* _Exercise brief_
Only lines containing the word "sans" belong in the answer; copy each one from the records.
══════
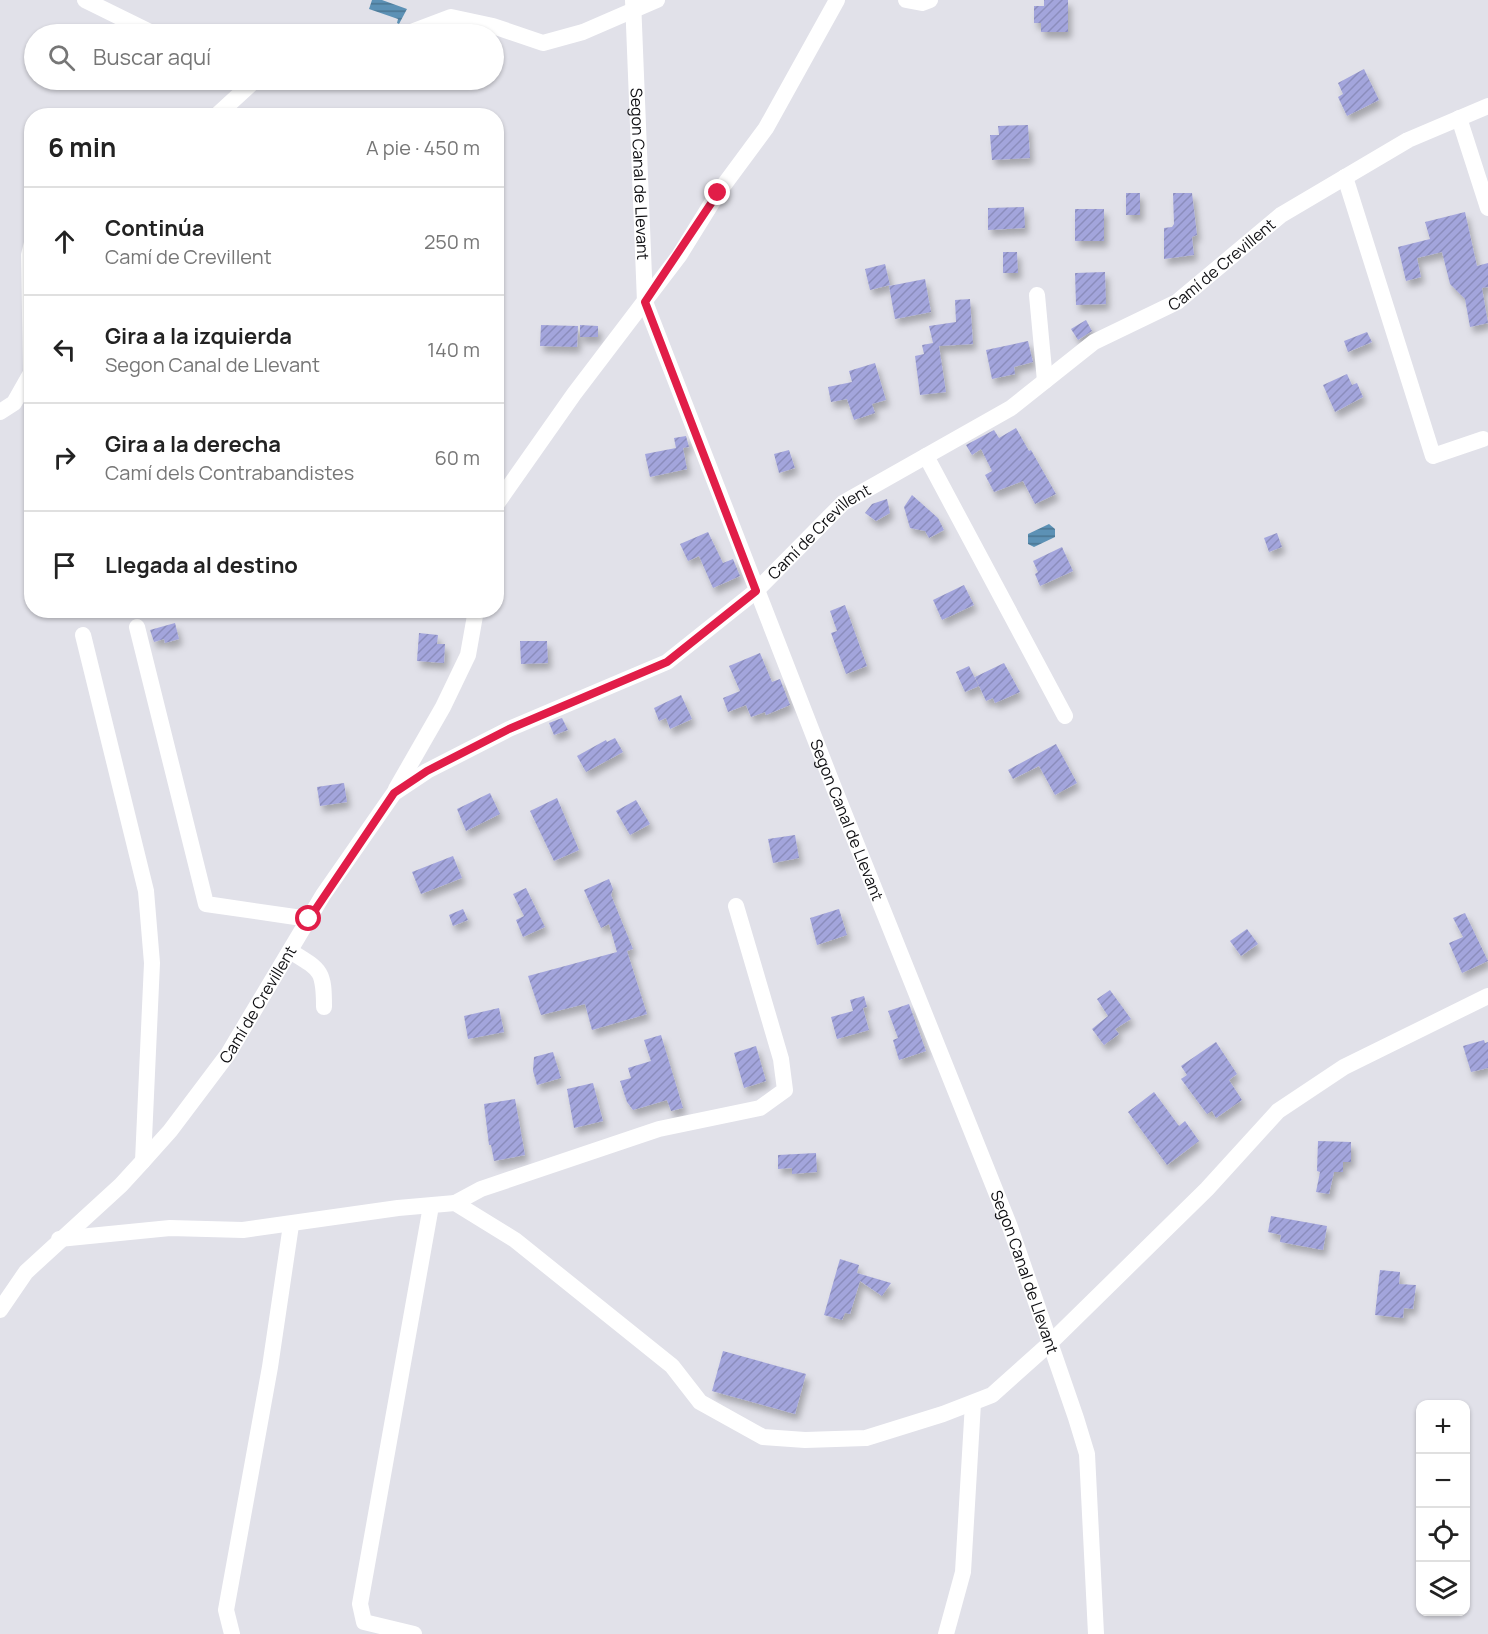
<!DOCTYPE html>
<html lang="es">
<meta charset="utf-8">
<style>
:root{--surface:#fff;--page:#f2f2f2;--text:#222;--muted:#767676;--line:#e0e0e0}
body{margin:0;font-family:Manrope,sans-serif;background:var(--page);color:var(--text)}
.controls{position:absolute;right:18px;bottom:18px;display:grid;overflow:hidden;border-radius:12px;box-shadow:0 2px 4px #0004}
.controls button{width:54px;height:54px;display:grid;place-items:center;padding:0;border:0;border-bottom:2px solid var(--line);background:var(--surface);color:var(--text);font:30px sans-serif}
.stop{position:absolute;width:18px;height:18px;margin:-14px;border:4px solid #e11d48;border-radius:50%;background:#fff}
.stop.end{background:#e11d48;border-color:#fff;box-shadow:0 2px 6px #0008}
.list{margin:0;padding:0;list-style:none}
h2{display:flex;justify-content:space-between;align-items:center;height:78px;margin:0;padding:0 24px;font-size:26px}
h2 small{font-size:20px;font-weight:400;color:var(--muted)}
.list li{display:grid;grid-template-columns:39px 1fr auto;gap:18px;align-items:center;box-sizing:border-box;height:108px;padding:0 24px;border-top:2px solid var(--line)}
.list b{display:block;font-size:22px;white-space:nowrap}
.list p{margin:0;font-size:20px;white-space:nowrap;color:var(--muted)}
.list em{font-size:20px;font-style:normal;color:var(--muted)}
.icon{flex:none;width:33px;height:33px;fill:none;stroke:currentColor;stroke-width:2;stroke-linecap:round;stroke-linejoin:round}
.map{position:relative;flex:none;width:1488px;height:1634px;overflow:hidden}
.search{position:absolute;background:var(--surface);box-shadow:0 2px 4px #0004;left:24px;top:24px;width:480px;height:66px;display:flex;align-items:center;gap:15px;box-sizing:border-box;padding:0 21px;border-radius:33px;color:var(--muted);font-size:22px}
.panel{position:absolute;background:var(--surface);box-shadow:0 2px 4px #0004;left:24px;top:108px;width:480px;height:510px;border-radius:24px}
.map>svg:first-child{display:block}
.water{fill:url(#water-rules)}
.building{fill:url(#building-hatch);filter:url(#shadow)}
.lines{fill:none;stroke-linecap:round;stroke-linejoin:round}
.minor{stroke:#fff;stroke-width:16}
.route{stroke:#e11d48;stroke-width:8}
.labels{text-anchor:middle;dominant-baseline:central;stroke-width:6;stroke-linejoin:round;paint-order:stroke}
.street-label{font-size:16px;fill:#0e0e11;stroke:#fff}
</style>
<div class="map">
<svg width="1488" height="1634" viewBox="0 0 1488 1634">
<defs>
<pattern id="water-rules" width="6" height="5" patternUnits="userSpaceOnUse" patternTransform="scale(1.5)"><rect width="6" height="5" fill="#5c91b5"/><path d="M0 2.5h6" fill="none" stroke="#4a7592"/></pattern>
<pattern id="building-hatch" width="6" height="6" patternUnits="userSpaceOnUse" patternTransform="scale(1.5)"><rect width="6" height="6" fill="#a3a5dc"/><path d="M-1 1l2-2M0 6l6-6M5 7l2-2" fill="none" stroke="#8b8dbc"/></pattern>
<filter id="shadow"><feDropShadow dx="3.5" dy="6" stdDeviation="3" flood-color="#0004"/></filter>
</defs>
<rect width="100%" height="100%" fill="#e1e1e9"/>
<!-- water -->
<g class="water">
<path d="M372,0H382L407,9L399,24L397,23L398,19L369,9Z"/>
<path d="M1049,524L1055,529V537L1034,547L1028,544V534Z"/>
</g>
<!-- building -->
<g class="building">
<path d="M1044,0H1068V32H1041V23H1034V6H1044Z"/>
<path d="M1364,69L1379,100L1347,116L1338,97L1343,94L1338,83Z"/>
<path d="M1028,125L1030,158L992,160L990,135H999L998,126Z"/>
<rect x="1126" y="193" width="14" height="22"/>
<path d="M1173,193H1192L1197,235L1192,237L1194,255L1164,259V228L1172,227L1174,224Z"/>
<path d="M1024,207L1025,228L988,230V208Z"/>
<rect x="1075" y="209" width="29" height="32"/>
<path d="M1465,212L1477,266L1488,263V287L1482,288L1488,323L1470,327L1465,299L1450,284L1442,252L1417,258L1421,277L1406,281L1398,247L1430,239L1425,222Z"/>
<path d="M1003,252H1017L1018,273H1003Z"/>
<path d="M885,264L890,285L870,290L865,269Z"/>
<path d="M1105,272L1106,304L1076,305L1075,273Z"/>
<path d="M925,279L931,312L895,319L889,286Z"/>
<path d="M970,299L973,344L939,346L946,392L920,395L915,356L924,354L922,345L933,343L929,326L956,322L955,300Z"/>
<path d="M1086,320L1092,331L1078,340L1071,329Z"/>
<path d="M541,325L578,326L577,347L540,346Z"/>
<path d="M580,325L598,326V337H580Z"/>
<path d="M1367,332L1372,342L1348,352L1344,341Z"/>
<path d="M1028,341L1033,362L1014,367L1015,374L992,379L986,350Z"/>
<path d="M875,363L886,400L872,404L875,413L854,420L847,399L831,402L828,387L852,382L849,371Z"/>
<path d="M1347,374L1352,385L1357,383L1363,397L1335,412L1323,385Z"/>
<path d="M1016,428L1029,451L1031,450L1056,494L1035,504L1023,481L994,492L985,475L992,471L981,449L972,455L966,445L994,430L999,438Z"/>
<path d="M686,436L689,447L683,448L687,469L650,477L645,454L676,448L674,438Z"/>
<path d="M789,450L795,468L779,473L774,454Z"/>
<path d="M912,495L938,518L944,530L929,538L925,531L910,528L904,507Z"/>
<path d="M887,499L890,513L876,521L865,513L872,504Z"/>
<path d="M708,532L723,563L733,559L740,576L713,588L699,556L688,561L680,544Z"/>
<path d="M1277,533L1282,547L1269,552L1264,538Z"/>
<path d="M1062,547L1073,571L1040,586L1035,574L1038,572L1033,561Z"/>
<path d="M964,585L974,605L942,620L933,600Z"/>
<path d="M845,605L867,666L846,674L831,633L837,631L830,611Z"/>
<path d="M175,623L179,639L165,643L164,639L154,642L150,630Z"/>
<path d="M419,633L438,635L437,644H445L444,663L417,661Z"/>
<path d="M520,641H547L548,663L521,664Z"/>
<path d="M760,653L772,682L780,679L790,705L766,715L765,712L751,717L746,705L728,712L723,698L740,691L729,666Z"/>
<path d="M1004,663L1020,692L995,703L993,698L986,701L975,677Z"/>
<path d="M969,666L979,686L965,692L956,672Z"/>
<path d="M681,695L692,719L670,729L666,718L659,721L654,708Z"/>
<path d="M562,718L568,730L554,735L549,723Z"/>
<path d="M615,738L623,752L586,772L577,756L606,740L607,742Z"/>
<path d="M1056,744L1077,783L1055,795L1039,766L1013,779L1008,770Z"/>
<path d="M344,783L347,802L320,806L317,787Z"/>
<path d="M490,793L500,814L466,831L457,809Z"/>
<path d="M557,798L579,850L554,861L530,811Z"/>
<path d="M636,800L650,824L630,835L616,811Z"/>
<path d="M795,835L799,858L773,863L768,839Z"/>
<path d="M453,856L462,878L421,894L412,872Z"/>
<path d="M609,879L613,889L611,895L633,949L627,951L647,1014L592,1030L585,1004L541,1015L528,976L617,952L609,924L601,928L584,890Z"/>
<path d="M526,888L545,927L523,937L516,920L524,916L513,894Z"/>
<path d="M463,909L468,920L453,926L449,915Z"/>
<path d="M839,909L847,935L817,945L810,918Z"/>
<path d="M1465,913L1488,961L1462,973L1449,943L1463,937L1453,918Z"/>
<path d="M1247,929L1258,944L1241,956L1230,941Z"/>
<path d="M1110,990L1131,1019L1115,1029L1119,1034L1104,1045L1092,1029L1108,1016L1097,999Z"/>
<path d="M864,996L867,1007L863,1008L869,1030L837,1039L831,1017L853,1011L850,1000Z"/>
<path d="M909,1004L926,1051L899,1060L893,1040L898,1038L888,1011Z"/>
<path d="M499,1008L504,1032L468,1039L464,1016Z"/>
<path d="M661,1035L683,1108L671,1111L667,1100L633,1110L627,1102L620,1081L631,1078L628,1068L651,1061L644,1040Z"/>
<path d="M1484,1040L1485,1043L1488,1042V1068L1471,1072L1463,1046Z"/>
<path d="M1216,1042L1237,1074L1229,1080L1242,1100L1216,1118L1212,1111L1207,1114L1181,1079L1187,1075L1181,1066Z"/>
<path d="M756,1046L766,1081L744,1088L734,1053Z"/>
<path d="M553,1052L561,1078L537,1085L533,1071L534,1057Z"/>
<path d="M593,1083L603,1121L574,1128L567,1089Z"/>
<path d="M1154,1092L1179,1126L1185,1121L1199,1141L1167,1165L1128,1112Z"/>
<path d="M515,1099L525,1155L494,1161L491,1145H489L484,1104Z"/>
<path d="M1318,1141L1351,1142V1162H1343V1172H1334L1329,1194L1316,1192L1320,1172L1317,1171Z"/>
<path d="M816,1153L817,1172L792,1174V1168L778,1169V1155Z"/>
<path d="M1271,1216L1327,1226L1323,1250L1280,1242L1281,1235L1268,1232Z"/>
<path d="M840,1259L859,1265L857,1273L891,1283L882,1296L860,1281L850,1314L845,1313L842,1320L824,1315Z"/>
<path d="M1380,1270L1400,1272L1399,1284L1416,1285L1413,1309L1404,1308L1403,1318L1375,1315Z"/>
<path d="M723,1351L806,1374L795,1414L712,1391Z"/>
</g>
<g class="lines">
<!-- minor -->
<g class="minor">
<path d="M85,0L154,34"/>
<path id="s1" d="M633,0L645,302L834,788L1010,1227L1076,1418L1087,1454L1096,1634"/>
<path d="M906,0L922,3L930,0"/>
<path d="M406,34L451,17L493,26L543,43L583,32L657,0"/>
<path d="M216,116L252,83L260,80"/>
<path d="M1459,118L1488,208"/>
<path d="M1345,177L1433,456L1483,439"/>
<path d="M1037,295L1045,381"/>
<path d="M0,412L14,403L31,373L29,255L32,243"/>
<path d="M926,456L1065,716"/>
<path d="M496,505L574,394L679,256L718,193L766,128L837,0"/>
<path d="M137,627L206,904L309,919"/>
<path d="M83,635L146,891L152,963L143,1161"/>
<path d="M396,789L443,707L468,655L476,610"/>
<path d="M290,951C321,970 324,970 324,1007"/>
<path d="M455,1203L481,1189L659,1129L760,1108L785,1090L781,1059L736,906"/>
<path d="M59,1239L170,1228L243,1230L398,1208L455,1203L515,1240L672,1366L700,1402L763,1437L805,1440L866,1438L943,1414L992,1395L1049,1344L1207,1189L1278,1111L1344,1067L1488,996"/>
<path id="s2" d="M0,1310L26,1272L121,1185L143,1161L170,1131L228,1054L323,895L394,793L427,771L509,729L667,662L756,591L843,503L1011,408L1094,342L1177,302L1281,215L1408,140L1488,106"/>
<path d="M232,1634L226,1610L270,1367L291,1225"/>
<path d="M414,1634L364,1622L360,1604L431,1206"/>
<path d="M946,1634L963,1572L973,1403"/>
</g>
</g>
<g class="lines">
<!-- route -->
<path class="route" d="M309,919L394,793L427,771L509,729L667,662L756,591L645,302L718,193"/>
</g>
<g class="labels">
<!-- street labels -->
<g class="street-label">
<text stroke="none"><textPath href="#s1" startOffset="174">Segon Canal de Llevant</textPath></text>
<text stroke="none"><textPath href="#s2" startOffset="1644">Camí de Crevillent</textPath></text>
<text stroke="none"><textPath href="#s2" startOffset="1158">Camí de Crevillent</textPath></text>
<text stroke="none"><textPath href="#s1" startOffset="858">Segon Canal de Llevant</textPath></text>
<text stroke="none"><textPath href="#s2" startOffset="402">Camí de Crevillent</textPath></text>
<text stroke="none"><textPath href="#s1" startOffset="1344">Segon Canal de Llevant</textPath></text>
</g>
</g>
</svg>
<div class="controls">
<button>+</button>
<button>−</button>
<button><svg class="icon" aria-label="locate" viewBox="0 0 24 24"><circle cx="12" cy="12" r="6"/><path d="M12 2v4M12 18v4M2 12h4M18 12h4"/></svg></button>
<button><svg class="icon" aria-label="layers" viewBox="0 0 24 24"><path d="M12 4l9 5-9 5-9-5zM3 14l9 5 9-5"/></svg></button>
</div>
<div class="stop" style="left:309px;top:919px"></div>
<div class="stop end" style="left:718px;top:193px"></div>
<div class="search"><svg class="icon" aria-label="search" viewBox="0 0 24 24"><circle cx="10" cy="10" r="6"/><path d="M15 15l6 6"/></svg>Buscar aquí</div>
<section class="panel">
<h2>6 min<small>A pie · 450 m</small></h2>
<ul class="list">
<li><svg class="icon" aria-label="ahead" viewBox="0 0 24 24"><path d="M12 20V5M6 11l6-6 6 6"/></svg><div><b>Continúa</b><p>Camí de Crevillent</p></div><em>250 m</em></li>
<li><svg class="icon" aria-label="left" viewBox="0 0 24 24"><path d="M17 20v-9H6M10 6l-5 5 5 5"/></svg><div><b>Gira a la izquierda</b><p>Segon Canal de Llevant</p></div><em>140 m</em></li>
<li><svg class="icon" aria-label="right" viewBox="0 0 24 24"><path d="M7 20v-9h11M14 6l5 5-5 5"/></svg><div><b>Gira a la derecha</b><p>Camí dels Contrabandistes</p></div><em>60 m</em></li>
<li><svg class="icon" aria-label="arrive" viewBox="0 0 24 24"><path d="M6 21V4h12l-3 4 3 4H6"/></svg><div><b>Llegada al destino</b></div></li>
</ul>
</section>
</div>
══════
* _Written response_
body{margin:0;font-family:Manrope,sans-serif;background:var(--page);color:var(--text)}
.controls button{width:54px;height:54px;display:grid;place-items:center;padding:0;border:0;border-bottom:2px solid var(--line);background:var(--surface);color:var(--text);font:30px sans-serif}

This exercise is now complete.